## TO DO
Reproduce all of the entries below exactly, without images.

## RECORDS PROVIDED
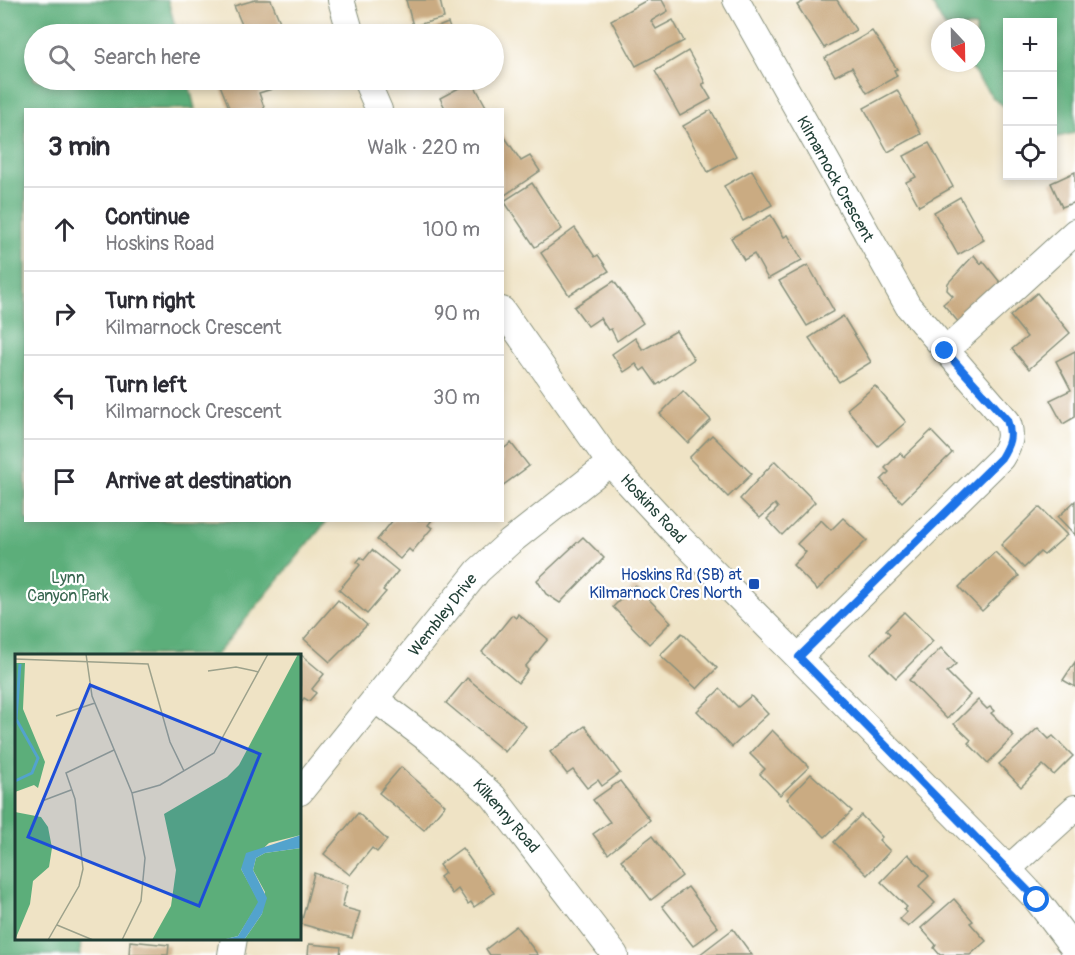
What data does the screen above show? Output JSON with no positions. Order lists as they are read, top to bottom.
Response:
{
  "streets": {
    "street": [
      "Kilmarnock Crescent",
      "Hoskins Road",
      "Wembley Drive",
      "Kilkenny Road"
    ]
  },
  "crossings": [
    ["Kilmarnock Crescent", "Hoskins Road"],
    ["Hoskins Road", "Wembley Drive"],
    ["Wembley Drive", "Kilkenny Road"]
  ],
  "parks": ["Lynn Canyon Park"],
  "places": {
    "transit": ["Hoskins Rd (SB) at Kilmarnock Cres North"]
  },
  "north": "bottom",
  "page": {
    "map_buttons": ["+", "−"],
    "search": "Search here",
    "heading": ["3 min", "Walk · 220 m"],
    "list": [
      ["Continue", "Hoskins Road", "100 m"],
      ["Turn right", "Kilmarnock Crescent", "90 m"],
      ["Turn left", "Kilmarnock Crescent", "30 m"],
      "Arrive at destination"
    ]
  }
}
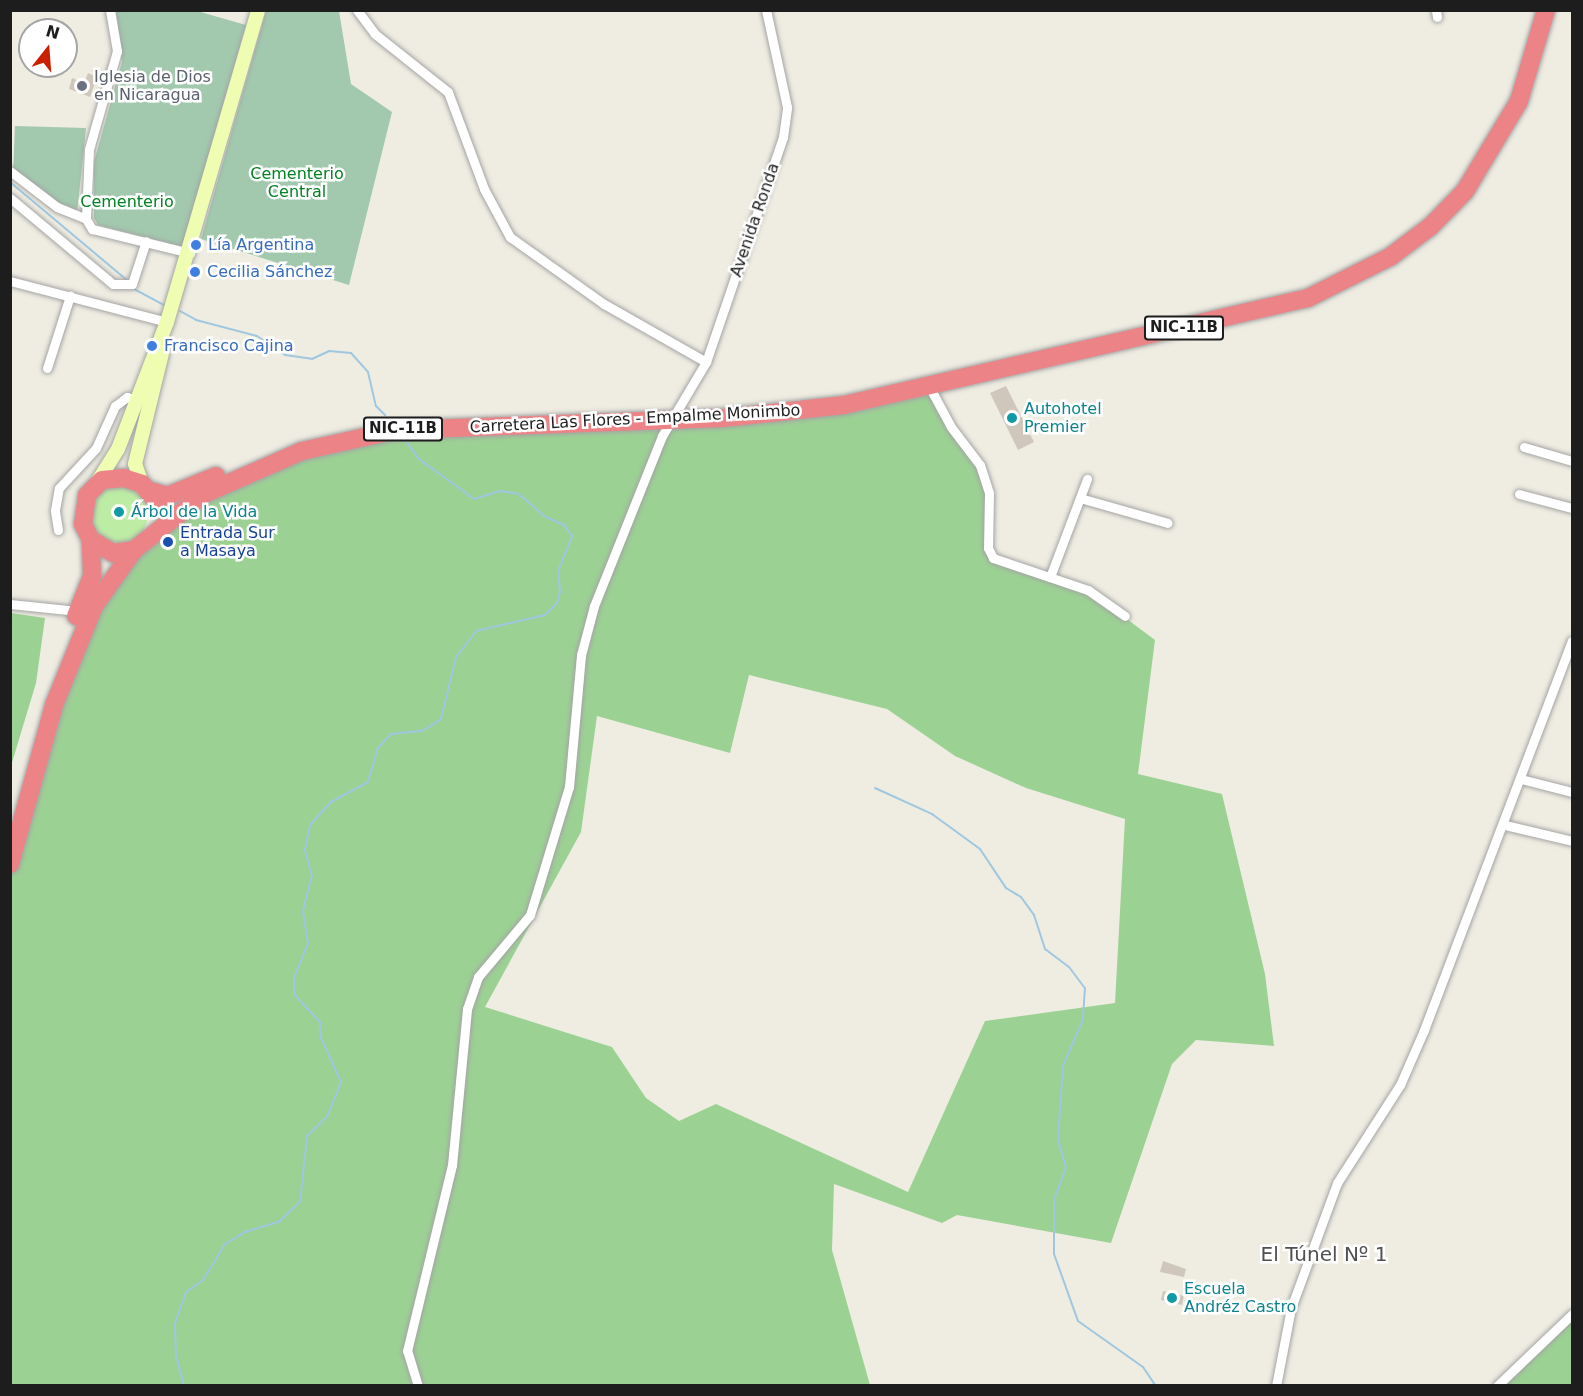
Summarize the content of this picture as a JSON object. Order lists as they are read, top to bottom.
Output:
{
  "streets": {
    "highway": ["NIC-11B", "Carretera Las Flores - Empalme Monimbo"],
    "street": ["Avenida Ronda"]
  },
  "crossings": [
    ["Avenida Ronda", "Carretera Las Flores - Empalme Monimbo"],
    ["NIC-11B", "Carretera Las Flores - Empalme Monimbo"]
  ],
  "districts": ["El Túnel Nº 1"],
  "parks": ["Cementerio Central", "Cementerio"],
  "places": [
    "Iglesia de Dios en Nicaragua",
    "Lía Argentina",
    "Cecilia Sánchez",
    "Francisco Cajina",
    "Autohotel Premier",
    "Árbol de la Vida",
    "Entrada Sur a Masaya",
    "Escuela Andréz Castro"
  ],
  "north": "top"
}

## SOLUTION FOR THIS PROBLEM
What data does the screen above show? Output JSON with no positions. Order lists as they are read, top to bottom.
Response:
{
  "streets": {
    "street": [
      "Kilmarnock Crescent",
      "Hoskins Road",
      "Wembley Drive",
      "Kilkenny Road"
    ]
  },
  "crossings": [
    ["Kilmarnock Crescent", "Hoskins Road"],
    ["Hoskins Road", "Wembley Drive"],
    ["Wembley Drive", "Kilkenny Road"]
  ],
  "parks": ["Lynn Canyon Park"],
  "places": {
    "transit": ["Hoskins Rd (SB) at Kilmarnock Cres North"]
  },
  "north": "bottom",
  "page": {
    "map_buttons": ["+", "−"],
    "search": "Search here",
    "heading": ["3 min", "Walk · 220 m"],
    "list": [
      ["Continue", "Hoskins Road", "100 m"],
      ["Turn right", "Kilmarnock Crescent", "90 m"],
      ["Turn left", "Kilmarnock Crescent", "30 m"],
      "Arrive at destination"
    ]
  }
}
Summarize the content of this picture as a JSON object. Order lists as they are read, top to bottom.
Output:
{
  "streets": {
    "highway": ["NIC-11B", "Carretera Las Flores - Empalme Monimbo"],
    "street": ["Avenida Ronda"]
  },
  "crossings": [
    ["Avenida Ronda", "Carretera Las Flores - Empalme Monimbo"],
    ["NIC-11B", "Carretera Las Flores - Empalme Monimbo"]
  ],
  "districts": ["El Túnel Nº 1"],
  "parks": ["Cementerio Central", "Cementerio"],
  "places": [
    "Iglesia de Dios en Nicaragua",
    "Lía Argentina",
    "Cecilia Sánchez",
    "Francisco Cajina",
    "Autohotel Premier",
    "Árbol de la Vida",
    "Entrada Sur a Masaya",
    "Escuela Andréz Castro"
  ],
  "north": "top"
}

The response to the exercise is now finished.